Moreover, he argues we are not just consuming but are increasingly obliged to ensure our marketability, to present ourselves as good quality, cost-effective and useful commodities, or risk being condemned to the margins of society, and as the “collateral casualties of consumerism” –  beyond rehabilitation (i.e. in a society of producers there was an argument for rehabilitating unemployed labour but, in the logic of “late capitalism” and the shift to consumerism, “failed” consumers/commodities can be discarded). Essentially, what we see here, is that in the push towards “self-creation” (e.g. from Facebook profiles to work-related “skills set”), subjective desire is increasingly moderated by technologically mediated fantasies and services, alongside paid “influencers”, that supervene on the ways we work out who and how we are in the world.

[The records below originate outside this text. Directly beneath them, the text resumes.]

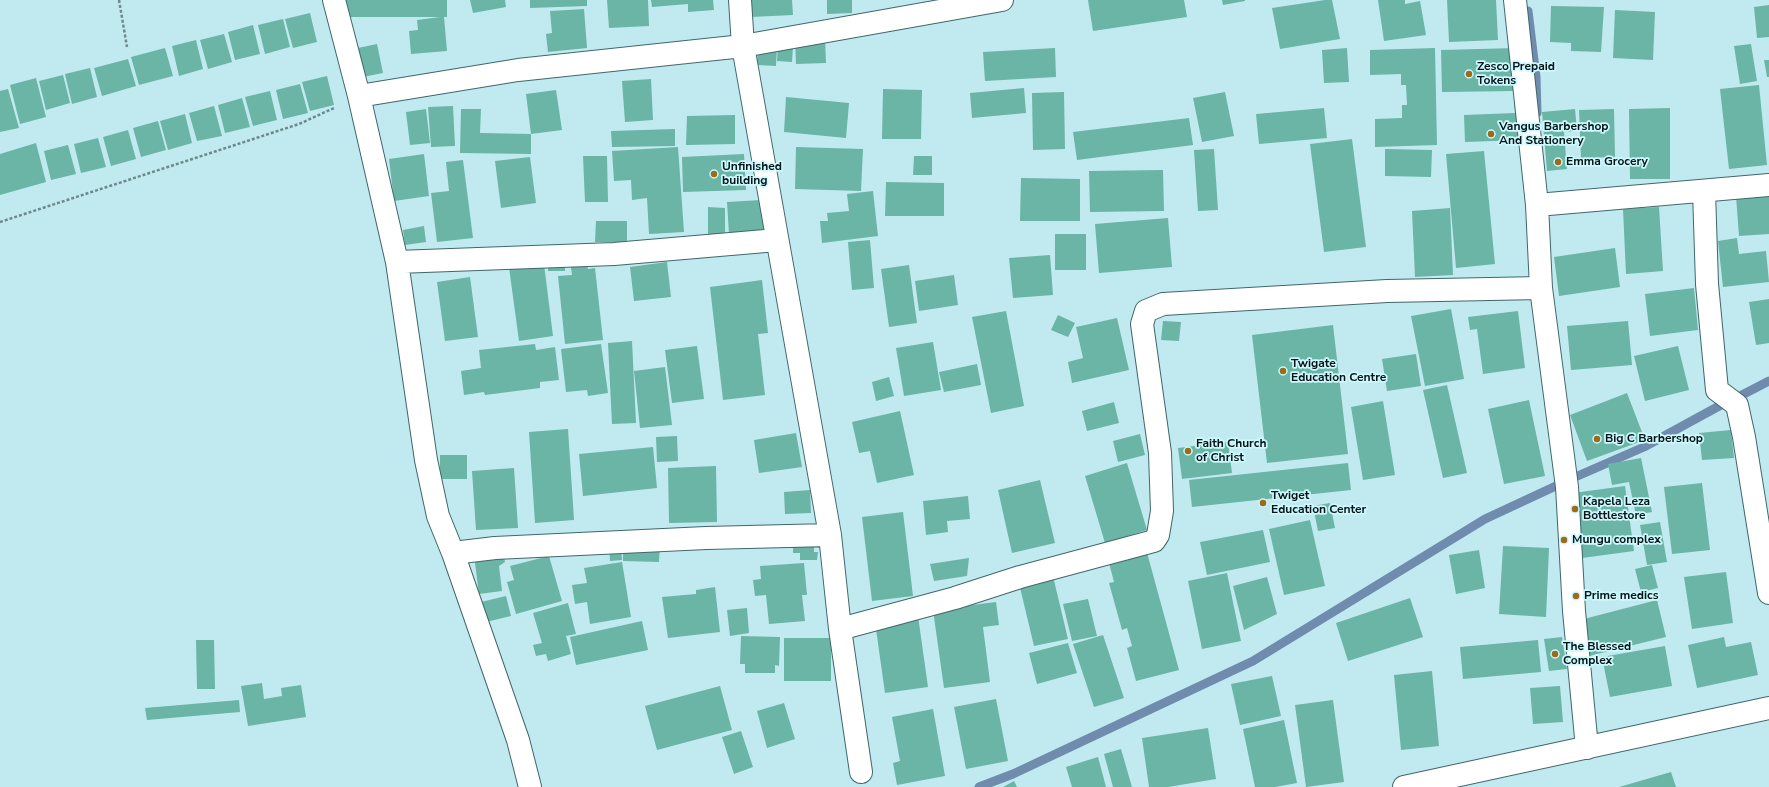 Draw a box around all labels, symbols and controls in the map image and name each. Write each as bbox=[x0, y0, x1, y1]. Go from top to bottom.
place label: Zesco Prepaid Tokens bbox=[1477, 60, 1555, 88]
marker: Zesco Prepaid Tokens bbox=[1464, 69, 1474, 79]
place label: Vangus Barbershop And Stationery bbox=[1499, 120, 1609, 148]
marker: Vangus Barbershop And Stationery bbox=[1486, 129, 1496, 139]
place label: Emma Grocery bbox=[1566, 155, 1648, 169]
marker: Emma Grocery bbox=[1553, 157, 1563, 167]
place label: Unfinished building bbox=[722, 160, 782, 188]
marker: Unfinished building bbox=[709, 169, 719, 179]
place label: Twigate Education Centre bbox=[1291, 357, 1386, 385]
marker: Twigate Education Centre bbox=[1278, 366, 1288, 376]
place label: Big C Barbershop bbox=[1605, 432, 1703, 446]
marker: Big C Barbershop bbox=[1592, 434, 1602, 444]
place label: Faith Church of Christ bbox=[1196, 437, 1266, 465]
marker: Faith Church of Christ bbox=[1183, 446, 1193, 456]
place label: Twiget Education Center bbox=[1271, 489, 1366, 517]
place label: Kapela Leza Bottlestore bbox=[1583, 495, 1650, 523]
marker: Twiget Education Center bbox=[1258, 498, 1268, 508]
marker: Kapela Leza Bottlestore bbox=[1570, 504, 1580, 514]
place label: Mungu complex bbox=[1572, 533, 1661, 547]
marker: Mungu complex bbox=[1559, 535, 1569, 545]
place label: Prime medics bbox=[1584, 589, 1659, 603]
marker: Prime medics bbox=[1571, 591, 1581, 601]
place label: The Blessed Complex bbox=[1563, 640, 1631, 668]
marker: The Blessed Complex bbox=[1550, 649, 1560, 659] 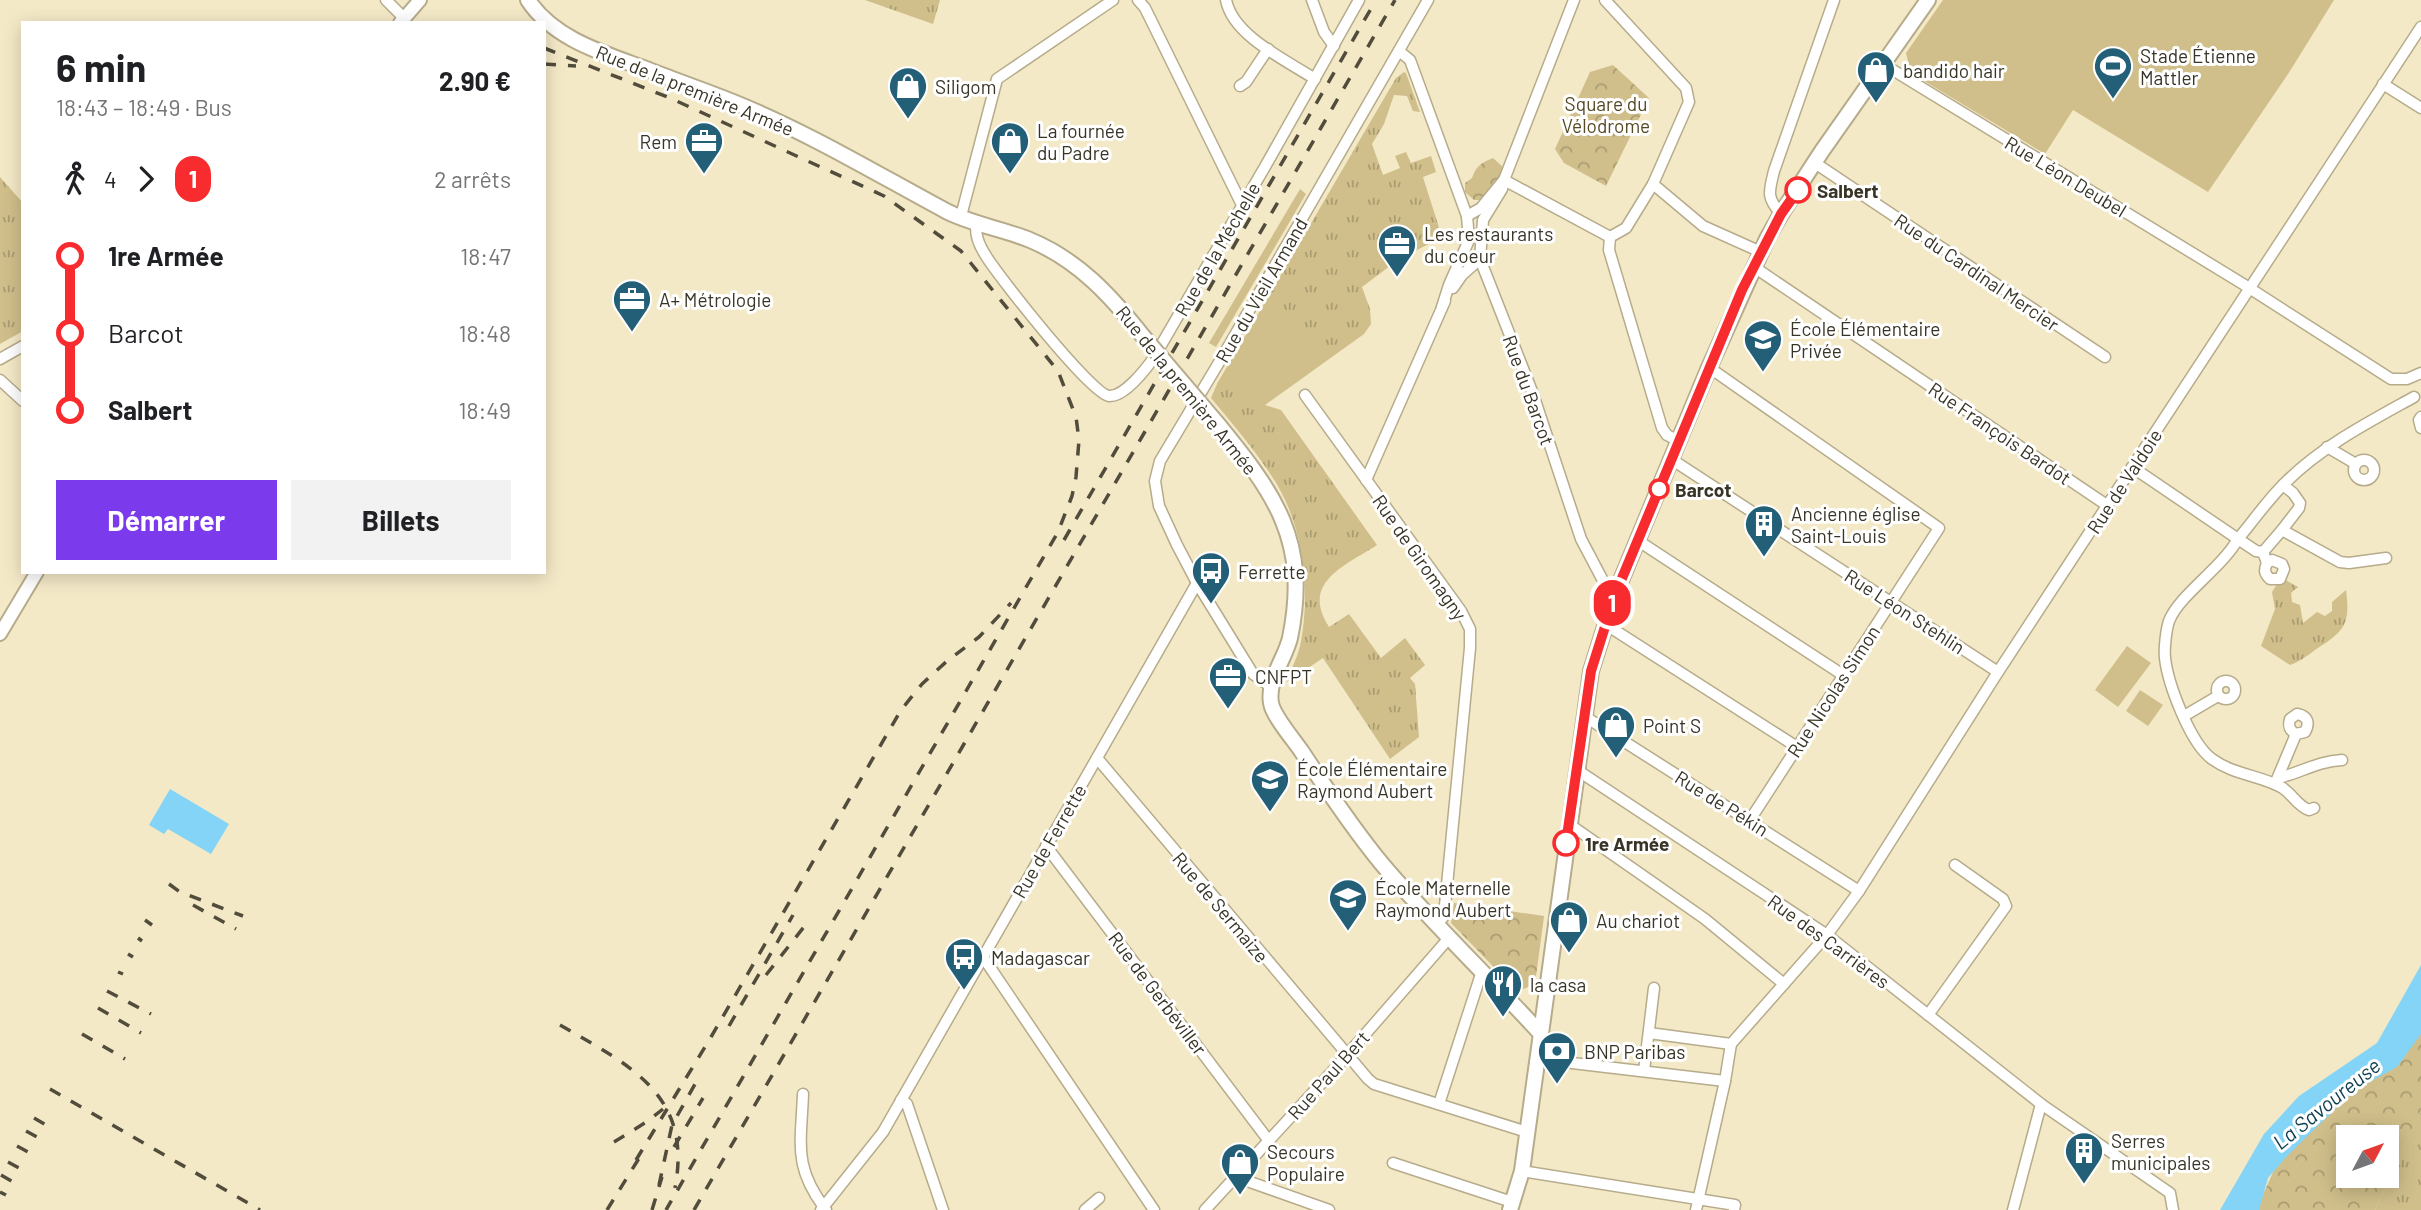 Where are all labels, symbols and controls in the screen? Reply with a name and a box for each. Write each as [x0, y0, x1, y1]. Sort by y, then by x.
street label: Rue de la première Armée [593, 40, 797, 140]
text: 6 min [56, 44, 146, 90]
place label: Stade Étienne Mattler [2140, 44, 2256, 89]
sports icon: Stade Étienne Mattler [2092, 45, 2134, 100]
shop icon: bandido hair [1855, 49, 1897, 104]
place label: bandido hair [1903, 59, 2005, 82]
text: 2.90 € [439, 65, 511, 96]
shop icon: Siligom [887, 65, 929, 120]
place label: Siligom [935, 75, 996, 98]
park label: Square du Vélodrome [1562, 92, 1650, 137]
text: 18:43 – 18:49 · Bus [56, 93, 232, 121]
place label: La fournée du Padre [1037, 119, 1125, 164]
office icon: Rem [683, 120, 725, 175]
shop icon: La fournée du Padre [989, 120, 1031, 175]
place label: Rem [640, 130, 677, 153]
street label: Rue Léon Deubel [2001, 131, 2131, 221]
icon: walk [56, 160, 94, 198]
icon: forward [127, 160, 165, 198]
text: 1 [189, 164, 197, 193]
text: 4 [104, 165, 117, 193]
text: 2 arrêts [434, 165, 511, 193]
marker: Salbert [1785, 177, 1811, 203]
street label: Rue de la Méchelle [1169, 178, 1265, 320]
place label: Salbert [1817, 179, 1879, 202]
street label: Rue du Cardinal Mercier [1890, 208, 2064, 336]
street label: Rue du Vieil Armand [1210, 213, 1312, 367]
place label: Les restaurants du coeur [1424, 222, 1553, 267]
office icon: Les restaurants du coeur [1376, 223, 1418, 278]
text: 1re Armée [108, 240, 224, 271]
text: 18:47 [460, 242, 511, 270]
office icon: A+ Métrologie [611, 278, 653, 333]
place label: A+ Métrologie [659, 288, 771, 311]
street label: Rue de la première Armée [1112, 301, 1262, 479]
text: Barcot [108, 317, 184, 348]
place label: École Élémentaire Privée [1790, 317, 1940, 362]
school or university icon: École Élémentaire Privée [1742, 318, 1784, 373]
text: 18:48 [459, 319, 511, 347]
street label: Rue du Barcot [1498, 332, 1560, 448]
street label: Rue François Bardot [1924, 377, 2076, 489]
text: Salbert [108, 394, 192, 425]
text: 18:49 [459, 396, 511, 424]
street label: Rue de Valdoie [2082, 424, 2166, 538]
place label: Barcot [1675, 478, 1731, 501]
marker: Barcot [1649, 479, 1669, 499]
button: Démarrer [56, 480, 277, 560]
button: Billets [291, 480, 511, 560]
street label: Rue de Giromagny [1368, 490, 1472, 624]
place label: Ancienne église Saint-Louis [1791, 502, 1921, 547]
building icon: Ancienne église Saint-Louis [1743, 503, 1785, 558]
bus stop icon: Ferrette [1190, 550, 1232, 605]
place label: Ferrette [1238, 560, 1306, 583]
street label: Rue Léon Stehlin [1841, 564, 1969, 658]
line badge: 1 [1589, 580, 1635, 626]
text: 1 [1608, 588, 1616, 617]
street label: Rue Nicolas Simon [1782, 621, 1884, 761]
office icon: CNFPT [1207, 655, 1249, 710]
place label: CNFPT [1255, 665, 1312, 688]
shop icon: Point S [1595, 704, 1637, 759]
place label: Point S [1643, 714, 1701, 737]
place label: École Élémentaire Raymond Aubert [1297, 757, 1447, 802]
school or university icon: École Élémentaire Raymond Aubert [1249, 758, 1291, 813]
street label: Rue de Pékin [1671, 765, 1773, 841]
street label: Rue de Ferrette [1007, 780, 1091, 902]
marker: 1re Armée [1553, 830, 1579, 856]
place label: 1re Armée [1585, 832, 1669, 855]
street label: Rue de Sermaize [1168, 847, 1274, 967]
place label: École Maternelle Raymond Aubert [1375, 876, 1511, 921]
school or university icon: École Maternelle Raymond Aubert [1327, 877, 1369, 932]
street label: Rue des Carrières [1764, 889, 1894, 993]
shop icon: Au chariot [1548, 899, 1590, 954]
place label: Au chariot [1596, 909, 1680, 932]
street label: Rue de Gerbéviller [1104, 927, 1212, 1059]
bus stop icon: Madagascar [943, 936, 985, 991]
place label: Madagascar [991, 946, 1090, 969]
restaurant icon: la casa [1482, 963, 1524, 1018]
place label: la casa [1530, 973, 1586, 996]
street label: Rue Paul Bert [1282, 1026, 1374, 1124]
bank icon: BNP Paribas [1536, 1030, 1578, 1085]
place label: BNP Paribas [1584, 1040, 1685, 1063]
water label: La Savoureuse [2267, 1052, 2385, 1154]
north arrow [2336, 1125, 2399, 1188]
map controls [2336, 1125, 2399, 1188]
place label: Serres municipales [2111, 1129, 2210, 1174]
building icon: Serres municipales [2063, 1130, 2105, 1185]
place label: Secours Populaire [1267, 1140, 1345, 1185]
shop icon: Secours Populaire [1219, 1141, 1261, 1196] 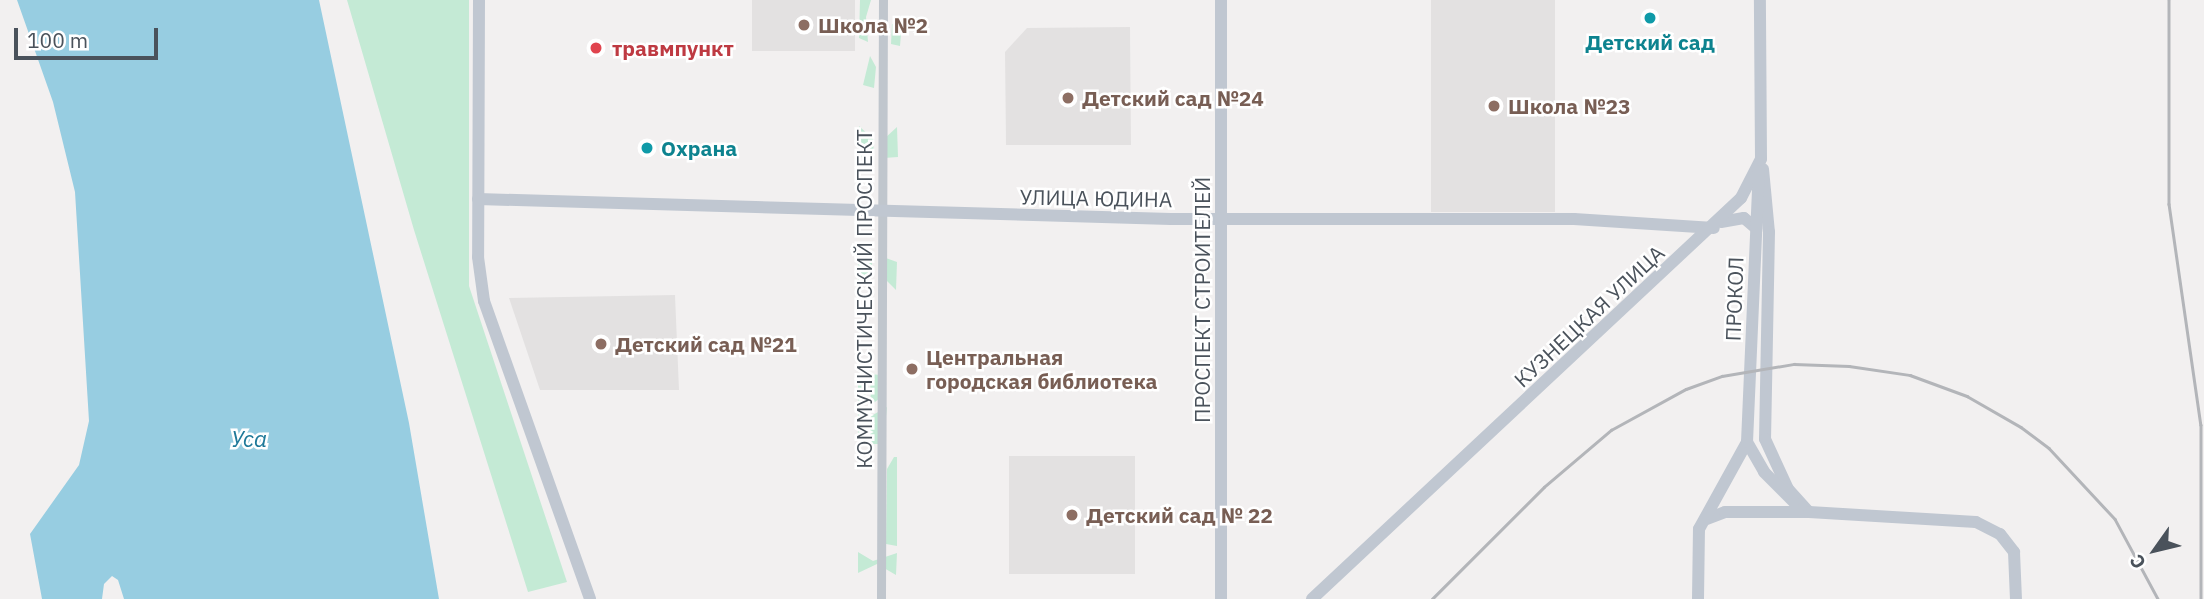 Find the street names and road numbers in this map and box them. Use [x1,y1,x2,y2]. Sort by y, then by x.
street label: КОММУНИСТИЧЕСКИЙ ПРОСПЕКТ [851,129,877,469]
street label: ПРОСПЕКТ СТРОИТЕЛЕЙ [1189,177,1215,423]
street label: УЛИЦА ЮДИНА [1020,184,1172,212]
street label: КУЗНЕЦКАЯ УЛИЦА [1509,240,1669,392]
street label: ПРОКОЛ [1720,256,1748,342]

Obviously, I am not suggesting that there are no direct effects of technology/social media on our lives. Our screens can and do distract us, inducing us into a whirl of information/entertainment that quite literally is capable of “stealing” our attention. Moreover, it brings new problems and issues that have yet to  be addressed, for example, reducing lives to data that can be bought, sold or manipulated (e.g. via so-called “target marketing” that in the last US election morphed into targeting so-called “swing voters” with tailored information designed to influence the way they voted). However, the main point being made is that we must see this in terms of a wider context, one that, in making use of online technologies,  seeks to saturate human desire and with it our ability to account for, or face the question of, what it is we desire beyond the immediate – something that calls on us to wait, reflect, contemplate. In this time of the coronavirus, bearing witness to this seems more important than ever, for it is a time when “big tech” and Governments are seeking ways to move a lot more of human life online (e.g. within education/medicine/work etc.).

 

 


References

Bernays, E. (1928/2005). Propaganda. Ig Publishing, New York.